# how do you know when you had a good workout?



## Amazin (May 22, 2014)

Muscle Soreness & Pump: Are They Important To Your Workout?

according to that, soreness doesn't mean anything


----------



## Prince Adam (Mar 17, 2012)

When I've hit my numbers


----------



## sneeky_dave (Apr 2, 2013)

It's like when you've had a good shiit. You just know.


----------



## nWo (Mar 25, 2014)

True, soreness means nothing. You should know during and after the workout anyways.

Did you beat any your previous numbers?

Was your form good?

Did you "feel" the target muscle(s) working?

What was your stamina like?
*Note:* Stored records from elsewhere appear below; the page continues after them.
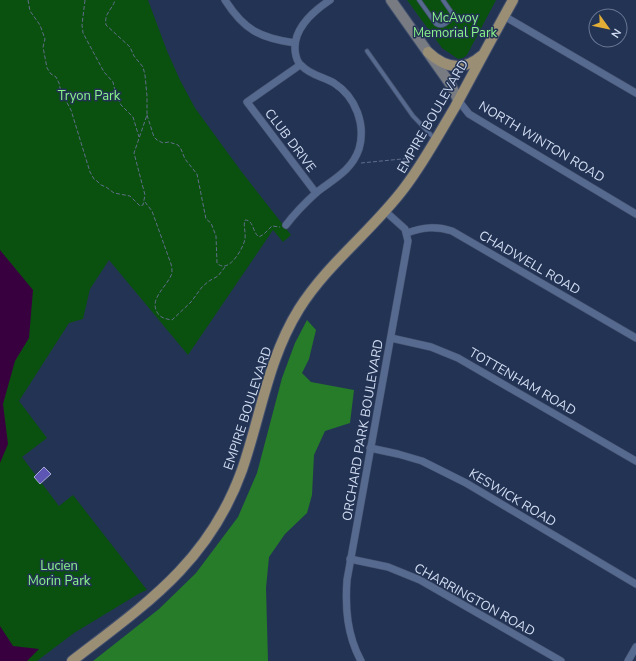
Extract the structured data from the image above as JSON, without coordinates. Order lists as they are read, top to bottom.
{
  "streets": {
    "main road": ["EMPIRE BOULEVARD", "NORTH WINTON ROAD"],
    "street": [
      "CLUB DRIVE",
      "CHADWELL ROAD",
      "TOTTENHAM ROAD",
      "ORCHARD PARK BOULEVARD",
      "KESWICK ROAD",
      "CHARRINGTON ROAD"
    ]
  },
  "crossings": [
    ["EMPIRE BOULEVARD", "NORTH WINTON ROAD"],
    ["CHADWELL ROAD", "ORCHARD PARK BOULEVARD"],
    ["TOTTENHAM ROAD", "ORCHARD PARK BOULEVARD"],
    ["ORCHARD PARK BOULEVARD", "KESWICK ROAD"],
    ["ORCHARD PARK BOULEVARD", "CHARRINGTON ROAD"]
  ],
  "parks": ["McAvoy Memorial Park", "Tryon Park", "Lucien Morin Park"],
  "north": "bottom right"
}
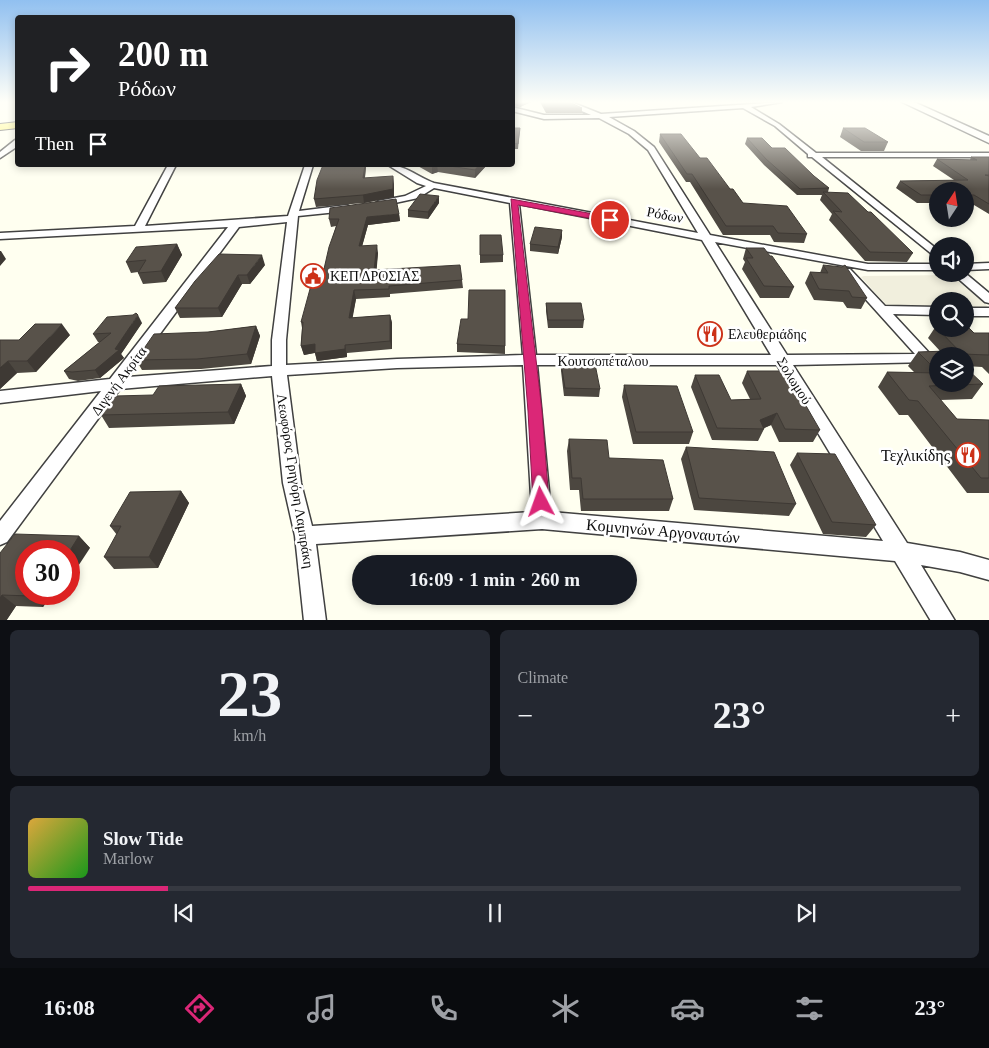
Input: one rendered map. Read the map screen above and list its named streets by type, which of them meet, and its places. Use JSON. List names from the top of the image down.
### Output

Did you have to rest longer or shorter than usual?

Just a few questions to ask yourself there and just from those answers you should be able to judge whether or not the workout was good.


----------



## Captain lats (Mar 25, 2014)

Dripping with sweat and feel like I've just had sex with the weights.


----------



## Snake (Sep 30, 2014)

When my shorts are covered in spunk.


----------



## FelonE1 (Dec 23, 2013)

I leak out my bum


----------



## notdorianyates (Nov 12, 2014)

Always mixing the routine - so If I can't do anymore lifting after 7-8 reps, I am throwing in drop sets, forced negatives, I leave exhausted after an hour and a half max, I ache for days after and of my shirts stay tight or tighter....then I know


----------



## notdorianyates (Nov 12, 2014)

As far as I can tell this source has no author. No author not legitimacy in my eyes. Could be any old muppet.


----------



## notdorianyates (Nov 12, 2014)

This is the 'muppet' :

I'm Jay, and I'm the writer/creator of AWorkoutRoutine.com.

I am thinking probably notjaycutler!


----------



## stevieboy100 (Oct 30, 2012)

Snake said:


> When my shorts are covered in spunk.


remind me to stay away from your gym - filthy cVnt


----------



## stevieboy100 (Oct 30, 2012)

When I hit a PR


----------



## Bora (Dec 27, 2011)

trying to open a door after arm day is a nightmare if its a firedoor type!

but srs, hitting numbers, PBs, theres alot of difrent situations , just because your not sore doesnt mean it wasnt a good workout


----------



## Brook877 (May 16, 2012)

When you stall or kangaroo the car coming out of the car park because you have no clutch control after a decent legs session.


----------



## curtisfisher (Nov 9, 2014)

Depends on what kind of workout you're trying to get. If your workout is easier than doing push-ups and pull-ups outside, then you're not working out hard enough.


----------



## DiscSupps (Oct 26, 2012)

Amazin said:


> Muscle Soreness & Pump: Are They Important To Your Workout?
> 
> according to that, soreness doesn't mean anything


DOMS doesn't always mean you had a good workout as it can mean you aren't recovering properly/effectively. However, you should know when you have had a good session because you shouldn't really be able to lift anymore! You'll know  Scott


----------



## Major Eyeswater (Nov 2, 2013)

I record every set on a spreadsheet (laptop is in the gym with me playing music, so I record as I'm training), so the numbers tell me whether I've had a good workout.


----------



## WilsonR6 (Feb 14, 2012)

When a crowd cheers on your new deadlift 1rm then applauds upon completion


----------



## FelonE1 (Dec 23, 2013)

When I get thrown out the gym


----------



## Skye666 (Apr 13, 2013)

Snake said:


> When my shorts are covered in spunk.


Yuk..


----------



## spudsy (May 13, 2009)

Snake said:


> When my shorts are covered in spunk.


Whose though ??? that's the question !


----------



## FelonE1 (Dec 23, 2013)

spudsy said:


> Whose though ??? that's the question !


Mine. Lifting gets me hard


----------



## nbfootball65 (Nov 18, 2014)

When I hit a new PR for a set .


----------